→ **TASK MATERIAL**
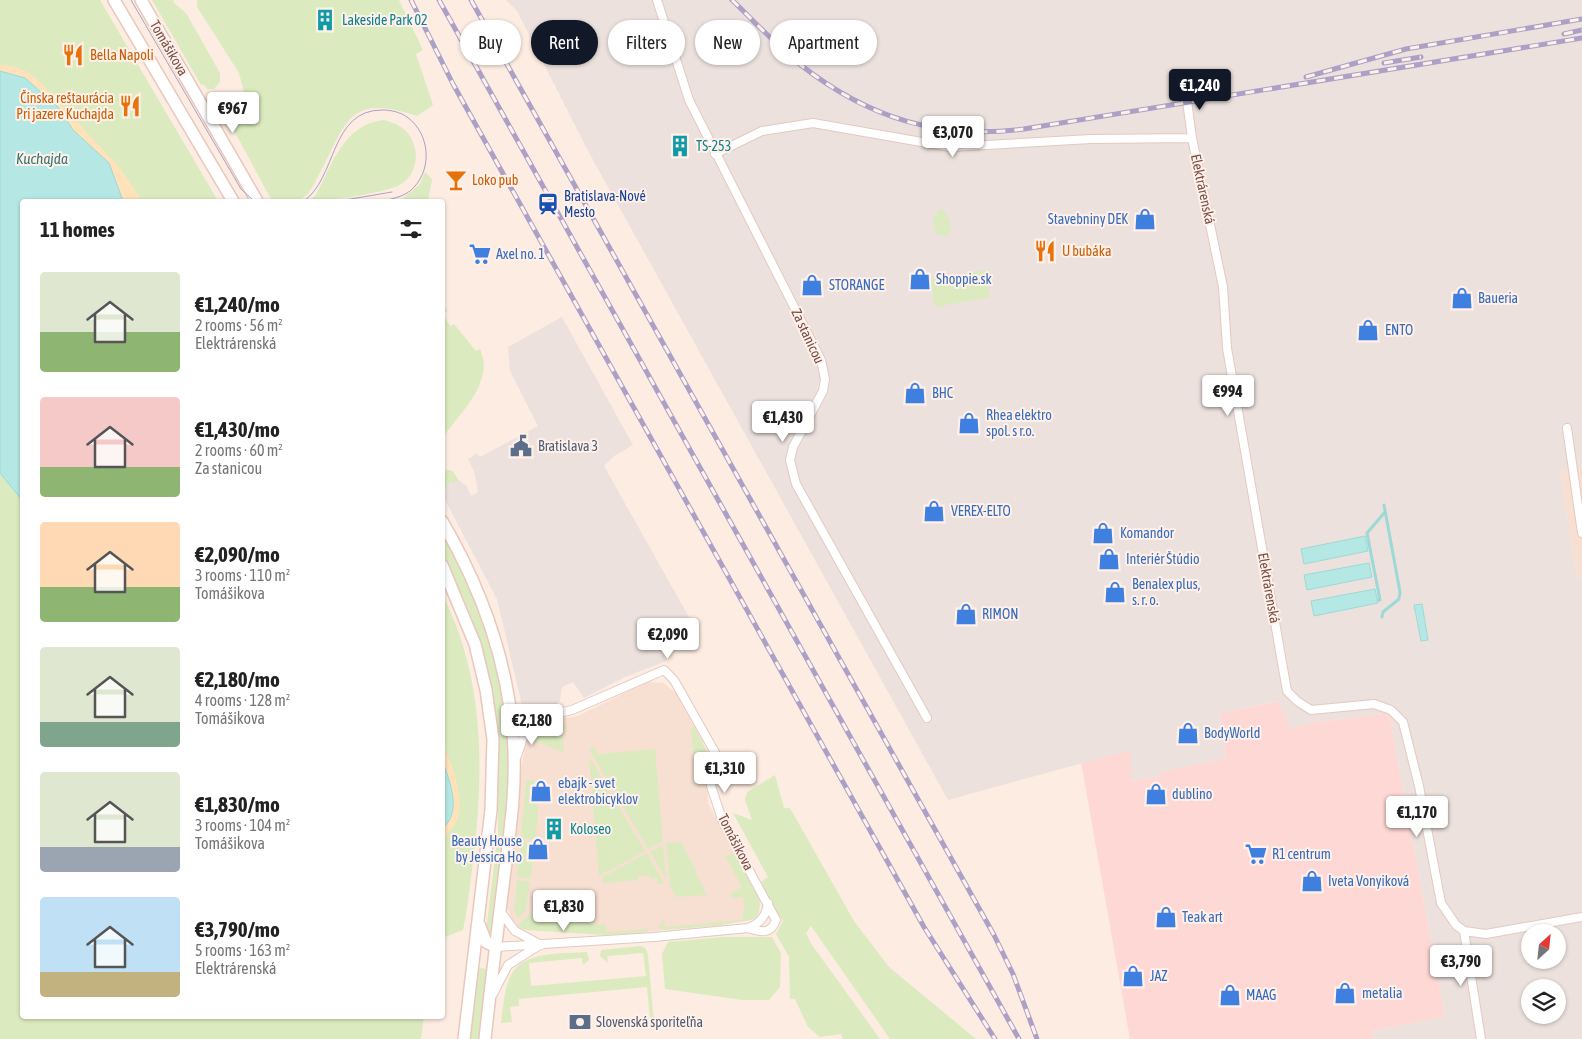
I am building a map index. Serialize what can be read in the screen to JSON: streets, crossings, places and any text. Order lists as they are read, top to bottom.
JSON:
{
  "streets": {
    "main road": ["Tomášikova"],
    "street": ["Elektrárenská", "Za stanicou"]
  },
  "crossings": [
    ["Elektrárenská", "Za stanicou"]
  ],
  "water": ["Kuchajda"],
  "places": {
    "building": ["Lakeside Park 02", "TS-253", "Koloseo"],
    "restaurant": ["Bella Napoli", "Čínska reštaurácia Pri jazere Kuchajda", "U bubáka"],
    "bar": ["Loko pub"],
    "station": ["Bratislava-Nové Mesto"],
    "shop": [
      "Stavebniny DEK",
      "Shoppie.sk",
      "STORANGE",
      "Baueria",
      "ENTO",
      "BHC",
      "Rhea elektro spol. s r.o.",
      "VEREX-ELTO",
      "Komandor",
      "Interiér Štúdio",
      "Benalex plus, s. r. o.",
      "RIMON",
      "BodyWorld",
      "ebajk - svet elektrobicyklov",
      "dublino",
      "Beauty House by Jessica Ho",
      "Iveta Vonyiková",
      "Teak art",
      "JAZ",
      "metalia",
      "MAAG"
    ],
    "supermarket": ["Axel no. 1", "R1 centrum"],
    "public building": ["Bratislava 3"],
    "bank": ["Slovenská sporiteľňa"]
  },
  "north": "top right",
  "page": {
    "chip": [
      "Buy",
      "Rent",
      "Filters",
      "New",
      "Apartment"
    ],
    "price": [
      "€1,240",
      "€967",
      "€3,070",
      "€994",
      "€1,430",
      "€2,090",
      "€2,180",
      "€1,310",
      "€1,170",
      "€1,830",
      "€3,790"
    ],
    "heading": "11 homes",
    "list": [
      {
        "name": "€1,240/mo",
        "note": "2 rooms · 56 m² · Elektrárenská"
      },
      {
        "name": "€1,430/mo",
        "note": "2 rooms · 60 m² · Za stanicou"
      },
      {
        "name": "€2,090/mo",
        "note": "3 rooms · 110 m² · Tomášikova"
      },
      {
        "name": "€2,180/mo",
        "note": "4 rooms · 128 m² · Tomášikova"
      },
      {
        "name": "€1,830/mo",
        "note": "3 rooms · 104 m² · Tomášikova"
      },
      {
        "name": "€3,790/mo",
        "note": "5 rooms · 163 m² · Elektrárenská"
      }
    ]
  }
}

...

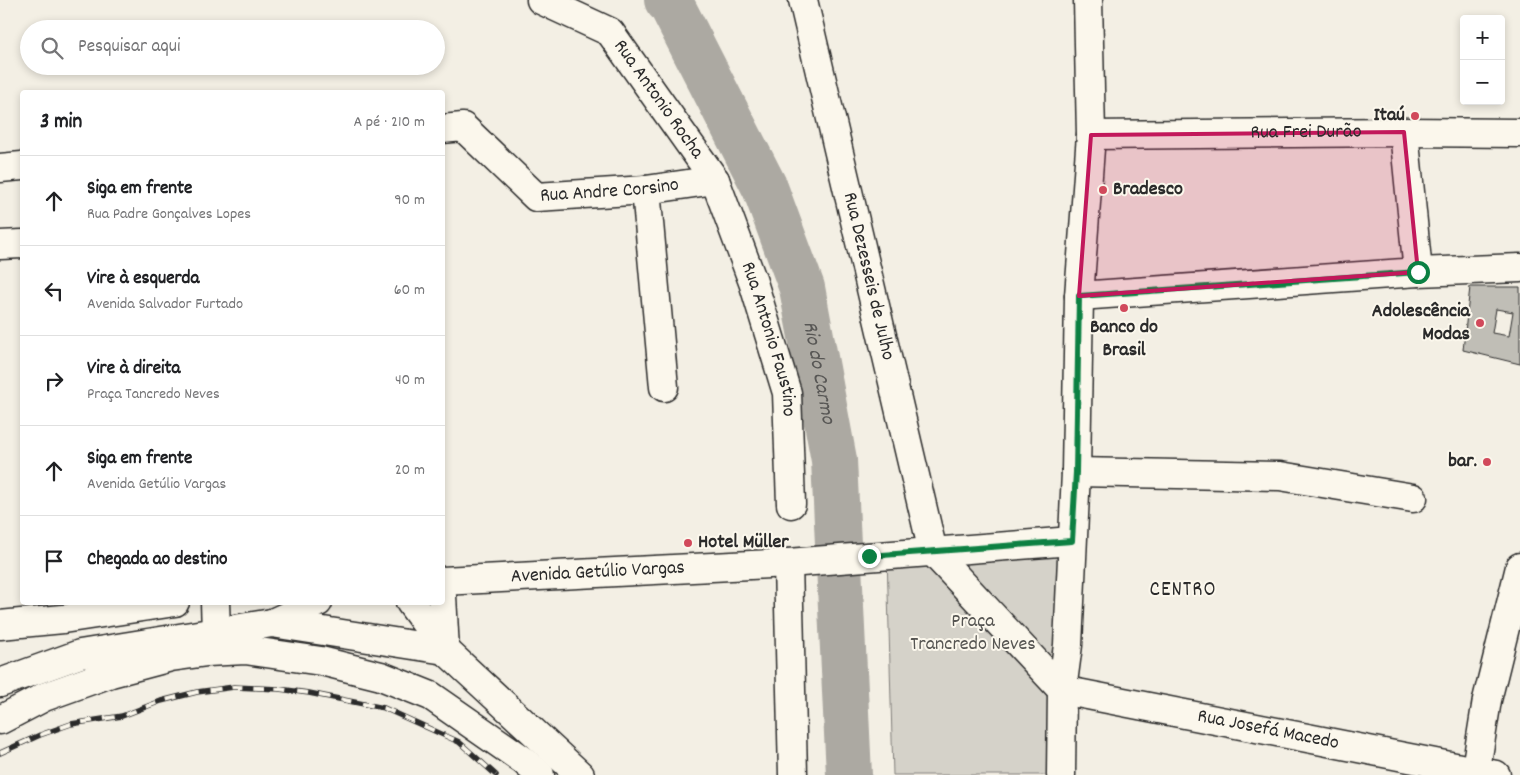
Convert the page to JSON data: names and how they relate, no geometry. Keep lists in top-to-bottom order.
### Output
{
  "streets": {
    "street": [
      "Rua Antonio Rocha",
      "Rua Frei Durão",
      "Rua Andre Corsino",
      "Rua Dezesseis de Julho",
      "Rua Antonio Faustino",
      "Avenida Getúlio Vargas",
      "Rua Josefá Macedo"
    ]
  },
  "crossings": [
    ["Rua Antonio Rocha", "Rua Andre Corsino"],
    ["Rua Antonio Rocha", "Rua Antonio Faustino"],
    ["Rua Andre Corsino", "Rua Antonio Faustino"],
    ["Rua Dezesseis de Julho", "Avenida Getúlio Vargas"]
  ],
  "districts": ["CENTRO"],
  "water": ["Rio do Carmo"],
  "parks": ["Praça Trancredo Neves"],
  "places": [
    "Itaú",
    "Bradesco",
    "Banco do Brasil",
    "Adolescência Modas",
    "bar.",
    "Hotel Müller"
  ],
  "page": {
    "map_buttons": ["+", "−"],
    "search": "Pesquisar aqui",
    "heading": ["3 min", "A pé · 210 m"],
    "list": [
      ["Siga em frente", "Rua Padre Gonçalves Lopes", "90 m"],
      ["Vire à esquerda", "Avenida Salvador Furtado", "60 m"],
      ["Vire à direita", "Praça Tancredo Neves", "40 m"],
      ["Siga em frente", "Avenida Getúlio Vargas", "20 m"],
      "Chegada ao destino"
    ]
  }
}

→ **YOUR GOAL**
Examine the listing and count its lines containing the word "Corsino". State the count alone.

→ **WRITTEN ANSWER**
3